The South African Golf Association (SAGA) has welcomed a groundbreaking initiative from the Sunshine Tour to offer the country’s leading amateurs the chance to test the waters on the professional circuit during this year’s Sunshine Big Easy Tour, presented by Stonehage.
“The Sunshine Tour has afforded 40 amateurs the opportunity to compete on the professional circuit this year,” said SAGA president Colin Burger.
“One player each from the SAGA, SAGDB, Ernie Els and Fancourt Foundation and the SAGA Junior Golf will be given a spot to tee it up in each of the 10 tournaments that make up the 2012 Big Easy Tour.
“This translates to 40 playing opportunities for our leading amateurs to gain invaluable experience and test themselves against the professionals. It will also afford them the chance to gain invaluable insight into the pressures lying ahead when they join the paid ranks.”
Burger said this opportunity follows a determined effort between the SAGA and the Sunshine Tour over the last 18 months to bridge the traditional divide between the amateur and professional ranks in South Africa.
“The SAGA and the Sunshine Tour are determined to bridge the gap between the amateur and pro ranks and we welcome this development initiative from the Sunshine Tour,” he said.
“There exists a much better understanding between ourselves and the Sunshine Tour these days and this step forward is a direct result of the improved relationship between our organisations.
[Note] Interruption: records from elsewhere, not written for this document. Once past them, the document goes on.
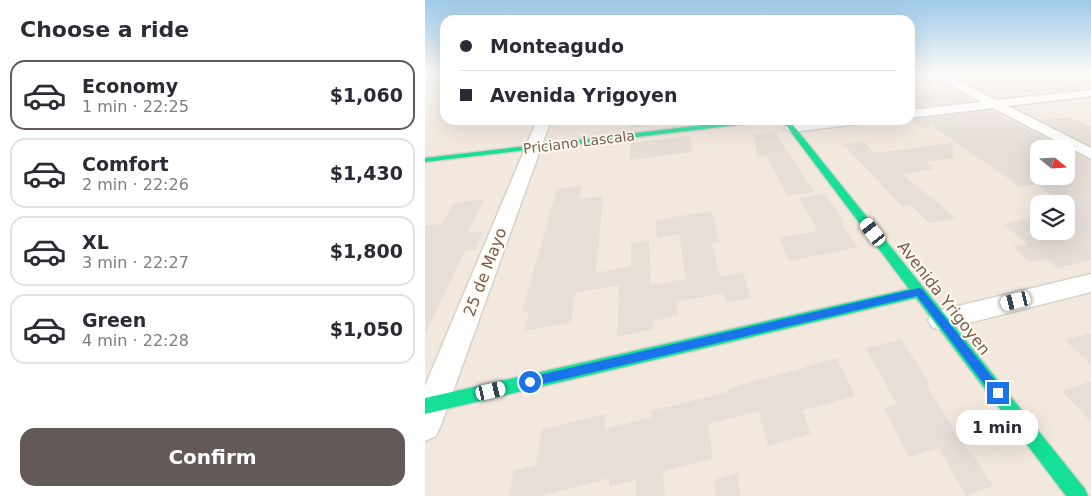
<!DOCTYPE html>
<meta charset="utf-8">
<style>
:root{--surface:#fff;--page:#f2f2f3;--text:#2b2b33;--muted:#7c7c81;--line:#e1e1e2;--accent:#625958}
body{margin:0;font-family:"DejaVu Sans",sans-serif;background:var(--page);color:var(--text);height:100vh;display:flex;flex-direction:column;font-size:19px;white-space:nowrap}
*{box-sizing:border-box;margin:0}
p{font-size:16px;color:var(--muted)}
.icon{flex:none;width:28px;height:28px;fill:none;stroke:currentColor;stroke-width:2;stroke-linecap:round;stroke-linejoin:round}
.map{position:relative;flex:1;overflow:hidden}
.side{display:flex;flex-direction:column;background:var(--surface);width:425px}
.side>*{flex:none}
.banner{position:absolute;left:15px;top:15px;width:475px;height:110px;border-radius:15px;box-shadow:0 5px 20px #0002;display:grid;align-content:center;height:110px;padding:0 20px;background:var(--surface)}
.needle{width:32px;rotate:108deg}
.tools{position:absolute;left:605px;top:140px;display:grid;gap:10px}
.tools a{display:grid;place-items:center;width:45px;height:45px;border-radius:10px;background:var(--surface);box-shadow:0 5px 20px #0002;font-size:25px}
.end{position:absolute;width:22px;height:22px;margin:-11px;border:6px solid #1a73e8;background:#fff;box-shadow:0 0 0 2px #fff}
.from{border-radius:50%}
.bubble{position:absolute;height:35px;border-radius:15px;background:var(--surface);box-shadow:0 5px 20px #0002;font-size:16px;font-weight:700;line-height:35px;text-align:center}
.car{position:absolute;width:15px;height:30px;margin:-15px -8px;border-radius:6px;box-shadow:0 0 4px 1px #0007;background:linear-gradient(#fff 24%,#345 0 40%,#fff 0 76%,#345 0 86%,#fff 0)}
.banner b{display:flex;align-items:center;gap:18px;height:48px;font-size:19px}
.banner b+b{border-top:1px solid var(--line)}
.banner i{width:12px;height:12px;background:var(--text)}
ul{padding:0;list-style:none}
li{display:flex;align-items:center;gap:15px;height:70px;margin:0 10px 8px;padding:0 10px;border:2px solid var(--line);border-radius:15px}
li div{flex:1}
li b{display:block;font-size:19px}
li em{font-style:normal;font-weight:700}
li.on{border-color:var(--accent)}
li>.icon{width:45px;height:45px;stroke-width:1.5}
h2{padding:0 20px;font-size:22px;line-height:60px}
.action{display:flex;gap:10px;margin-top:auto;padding:10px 20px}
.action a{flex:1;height:58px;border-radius:15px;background:var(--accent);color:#fff;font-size:20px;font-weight:700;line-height:58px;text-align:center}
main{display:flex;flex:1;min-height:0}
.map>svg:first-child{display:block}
</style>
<main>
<section class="side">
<h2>Choose a ride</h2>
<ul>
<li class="on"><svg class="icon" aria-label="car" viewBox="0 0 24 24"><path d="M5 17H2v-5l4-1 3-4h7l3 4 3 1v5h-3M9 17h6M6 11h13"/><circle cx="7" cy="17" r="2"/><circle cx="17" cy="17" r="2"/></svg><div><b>Economy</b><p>1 min · 22:25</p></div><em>$1,060</em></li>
<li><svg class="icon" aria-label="car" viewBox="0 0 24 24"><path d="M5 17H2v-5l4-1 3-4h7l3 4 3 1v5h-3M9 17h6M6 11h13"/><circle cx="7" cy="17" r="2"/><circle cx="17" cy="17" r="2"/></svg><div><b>Comfort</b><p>2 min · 22:26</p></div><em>$1,430</em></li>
<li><svg class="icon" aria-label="car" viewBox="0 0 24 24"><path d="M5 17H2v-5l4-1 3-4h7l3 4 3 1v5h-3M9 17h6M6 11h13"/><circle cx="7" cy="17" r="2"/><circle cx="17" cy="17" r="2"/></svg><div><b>XL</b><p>3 min · 22:27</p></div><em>$1,800</em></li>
<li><svg class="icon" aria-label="car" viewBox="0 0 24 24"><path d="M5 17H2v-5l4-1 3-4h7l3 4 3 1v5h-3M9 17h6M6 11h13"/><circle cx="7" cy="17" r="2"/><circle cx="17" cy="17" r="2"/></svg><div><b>Green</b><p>4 min · 22:28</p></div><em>$1,050</em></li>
</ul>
<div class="action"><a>Confirm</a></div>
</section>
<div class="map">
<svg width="666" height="496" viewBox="0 0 666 496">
<rect width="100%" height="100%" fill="#f9f5f0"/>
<path fill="#f2e8de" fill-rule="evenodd" d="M0,73H20V120H485V73H666V496H0ZM614,149H641V176H614ZM614,204H641V231H614Z"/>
<path fill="#e6ded7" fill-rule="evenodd" d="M591,73H621L659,88L606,94L589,86Z
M527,90L547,101L485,108V95Z
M564,110L666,161V260L632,268L621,259L604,262L587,247L603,244L578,224L614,217V231H641V212L651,210L610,184L595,187L505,124L501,130L487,120ZM614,149H641V176H614Z
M643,117L666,127V146L615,120Z
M205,120H259L260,122L205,128Z
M350,132L389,192L363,196L341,156L332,157L329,135Z
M264,136L268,152L205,160V143Z
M439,142L450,153L527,143L529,158L501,162L509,169L477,174L531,218L504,223L486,205L478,207L418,144Z
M156,186L154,199L178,196L171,273L206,266V243L224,240L226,285L261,279L254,234L232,238L231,220L286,211L295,242L287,243L295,277L318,272L326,298L301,303L299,293L251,302L253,315L228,321L229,329L192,337L194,285L150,293L146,322L99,331L104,311L97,312L132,189Z
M400,194L420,223H416L433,247L364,261L354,238L393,231L374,198Z
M59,199L43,233L58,231L50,249L40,251L0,334V226L16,224L29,203Z
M666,333V365L640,340Z
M476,339L505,384L501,385L544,453L546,452L568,486L541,496L514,448L484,457L459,408L472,405L441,348Z
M412,358L430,396L378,410L386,434L343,446L334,411L283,424L288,458L238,472L240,496H211V480L184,487V478L117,496H84L89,471L111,465L117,429L180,414V429L227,417L226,411L303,392L302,389Z
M666,381V422L637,391Z
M312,473L316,496H291L289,480Z"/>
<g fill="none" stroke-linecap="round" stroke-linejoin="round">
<g stroke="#d7d1cb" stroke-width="3">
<path id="street" d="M20,73V79L0,81V75Z
M504,73H518L571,100L666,90V96L583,106L666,148V159L568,108L485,118V110L556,102Z
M112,120H126L16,425L11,436L0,441V386Z
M399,120H440L433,124L366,132L359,128L366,124Z
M666,274V292L516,330L507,327L503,320L507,313L516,310Z"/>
</g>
<g stroke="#d9d2cb" stroke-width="3">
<path id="fast" d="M320,120H341L338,122L0,162V158Z
M357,120H364L660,489L663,496H641L491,298L0,414V398L484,289Z"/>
</g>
<use href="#street" fill="#fefefd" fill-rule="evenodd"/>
<use href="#fast" fill="#16e098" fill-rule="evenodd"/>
</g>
<linearGradient id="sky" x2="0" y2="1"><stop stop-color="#9ec9e9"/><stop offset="0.51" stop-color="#fcfaf8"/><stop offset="1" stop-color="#fcfaf8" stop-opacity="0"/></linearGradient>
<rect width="666" height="143" fill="url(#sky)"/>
<path fill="#1a73e8" d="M494,288L497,289L577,389V397H569L492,296L105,387L99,382L105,377Z"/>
<g text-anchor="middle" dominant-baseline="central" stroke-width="4" stroke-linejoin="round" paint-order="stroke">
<g font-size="14" fill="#7a5c4d" stroke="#fffaf3">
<text transform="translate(154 142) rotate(-7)">Priciano Lascala</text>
</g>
<g font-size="16" fill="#7a5c4d" stroke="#fffaf3">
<text transform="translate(60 272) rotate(-69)">25 de Mayo</text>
<text transform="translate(519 298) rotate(52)">Avenida Yrigoyen</text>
</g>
</g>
</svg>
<div class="tools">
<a><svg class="needle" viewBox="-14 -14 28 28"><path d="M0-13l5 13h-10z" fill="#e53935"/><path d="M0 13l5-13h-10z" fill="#7c7c81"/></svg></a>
<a><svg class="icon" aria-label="layers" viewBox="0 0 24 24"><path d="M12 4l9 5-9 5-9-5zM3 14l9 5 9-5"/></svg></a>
</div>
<i class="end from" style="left:105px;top:382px"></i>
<i class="end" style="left:573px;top:393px"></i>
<div class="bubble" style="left:531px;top:410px;width:82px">1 min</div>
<i class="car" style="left:448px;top:232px;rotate:322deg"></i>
<i class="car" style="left:591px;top:301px;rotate:256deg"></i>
<i class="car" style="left:66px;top:391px;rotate:77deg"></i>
<div class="banner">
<b><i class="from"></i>Monteagudo</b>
<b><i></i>Avenida Yrigoyen</b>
</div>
</div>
</main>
I believe this announcement will even further strengthen the relationship between us.”
Selwyn Nathan, Chief Executive of the Sunshine Tour, echoed Burger’s sentiments, saying that the Sunshine Tour sees this as a major step forward in developing golf in South Africa.
“Junior golfers from the SAGDB, Ernie Els and Fancourt Foundation and South African Junior Golf all feed into the SAGA, as the custodians of amateur golf in South Africa,” Nathan explained.
“The SAGA, in turn, feed their amateurs onto the Sunshine Tour. In the past, the view was held that the amateur ranks lost players when they joined the pro circuit, when in fact, it is exactly the opposite.
“As the official governing body for amateur golf, the SAGA actually provides the platform for the next generation of stars to prepare for the pro stage. The result was that the Sunshine Tour and SAGA operated in isolation and this situation was not mutually beneficial.
“We have worked very hard at improving the status quo and I believe our decision to invite these amateurs to compete with the professionals, will further strengthen the relationship between the Tour and the SAGA.”
The Sunshine Big Easy Tour presented by Stonehage was launched in March 2011. As a mini-tour within the regular Sunshine Tour schedule, the series comprises 10 tournaments followed by a Tour Championship.
Stonehage Chief Executive Officer, Giuseppe Ciucci, welcomed the inclusion of the country’s top amateur golfers to compete alongside professionals in a series that is aimed to offer a wider cross section of professionals the chance to play in competitive professional events. “Stonehage has supported the development of golf through Ernie and his Foundation for over 10 years and we are very proud to be involved with the Big Easy Tour.
“The inclusion of four top amateurs at each event gives us yet another opportunity to contribute further to the development of the game in South Africa and to assist with the discovery and development of real golfing talent under tournament conditions within our borders.”
The golf clubs are scheduled to host this year’s tournaments include Houghton, Observatory, Modderfontein, Kempton Park, ERPM, Benoni, Royal Johannesburg and Kensington, Maccauvlei, Irene and Glendower, with the Tour Championship at The Els Club Copperleaf.
Burger said that the SAGA wished to give different amateurs the chance to compete, but the selection criteria still needed some refinement.
“With all 10 tournaments in the Gauteng, Gauteng North and Ekurhuleni, we will have to look at how we can ensure that 10 different leading amateurs and leading junior amateurs get to enjoy this opportunity and I am sure that the Ernie Els and Fancourt Foundation and the SAGDB will aim to do the same,” he said.
“There is no doubt that this is a fantastic initiative. The chance to compete on a professional level affords the amateurs the chance to assess the state of their games and encourages an informed decision about their future in golf.”